She smirked a little. He was so fun to confuse. He tilted his head to the side like a bird. "We still on for tea after this?" she asked. Today was a day off for both of them, luckily.

The faint 'Happy Sai' disappeared entirely. "Yes," he said, voice even, but she knew that he knew what she meant. Ino had things to tell him that could only be said in the sheltered, sealed silence of his apartment.

"'Kay." She crooked a finger at him on impulse.

He understood that too, and came strolling out onto the water, feet glinting with his dark chakra. She grinned up at him and settled into their usual stance for the beginning of their kata routine, but Sai didn't follow.

"Would you be averse to trying something new?"

She blinked. Sai being Sai, he probably hadn't meant that the way it sounded. "No?"

"All right. Let's fight, then."

"Fight fight? Just, like, no katas, no moves to practice, no you yelling at me about my shitty technique?"

"Yes," he said calmly, adjusting one of his gloves. "I need to gauge how much your skills have improved, and I'm a fairly realistic judge of my own proficiency, so it should be an accurate measure."

He was talking like a ninety-year-old grammar tutor again, and his face was perfectly expressionless. He was nervous, probably about what her news was going to be, and he was getting anxious about her safety again, which was why he suddenly wanted to test her against himself. Against a Root agent.

She swallowed, touched, and took a few steps back. The best thing she could do for Sai right now would be to fight her hardest, to show him he didn't need to worry about her. She'd take it seriously. It had been a while since she'd been in a real match, not just a friendly spar or a little light boxing, and already adrenaline was singing sweetly along her tingling skin. "Rules?"

He unclipped his utility belt, drew a kunai, and tossed the belt to shore. "One kunai. Tap out if you're done."

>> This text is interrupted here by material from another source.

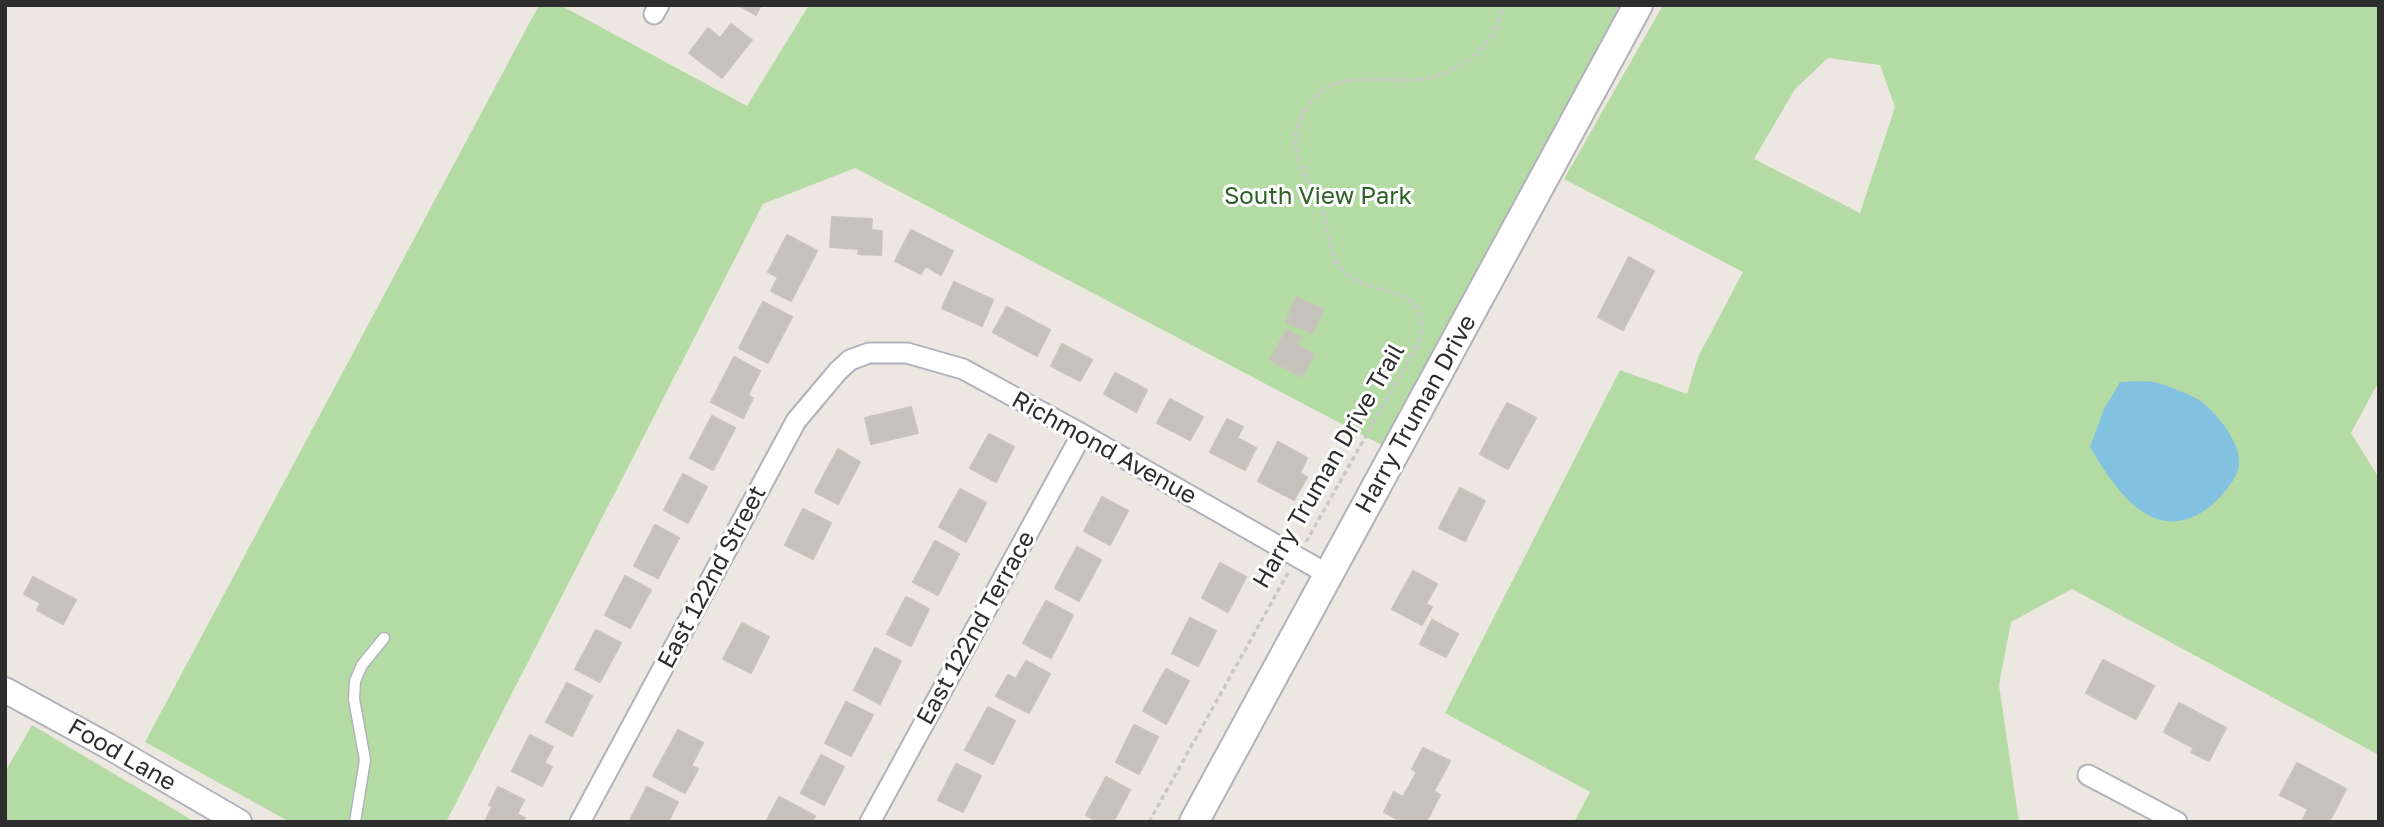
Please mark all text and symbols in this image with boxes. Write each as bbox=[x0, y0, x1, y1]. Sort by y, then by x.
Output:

At least he'd said if, not when, though he'd given her an advantage by getting rid of his ink and scroll, which was annoying. Ino steadied her breathing and threw her own belt to shore, along with the kunais she kept in each boot and the waxed package of sealed, poisoned senbon she had tucked in her chest wrappings.

Sai didn't mention all the weaponry, thankfully. "It makes me feel better," she explained anyway, with a shrug.

He nodded solemnly at that, like he was trying to make sure he remembered it, and pulled chakra to his fists with a visible glow. "On three."

"Three," Ino said, rocketing towards him.

He wasn't expecting the overt aggression. He half-fell beneath the surface of the water to escape her spinning kick, and she cracked him on one shoulder blade with the hilt of her kunai as she dove completely under.

She was gone when he sprang up from beneath the water, circling around behind him beneath a camouflage jutsu while two clones went swimming off the other way. He dispatched them both speedily enough with two precise blows to the throat and stomach, then slipped beneath the surface, heading straight for her.

"Shit," she gargled silently, letting the camouflage jutsu fade and shooting back up to the surface. She'd forgotten how well Sai could swim, and no matter how much chakra she used to help, he was still faster.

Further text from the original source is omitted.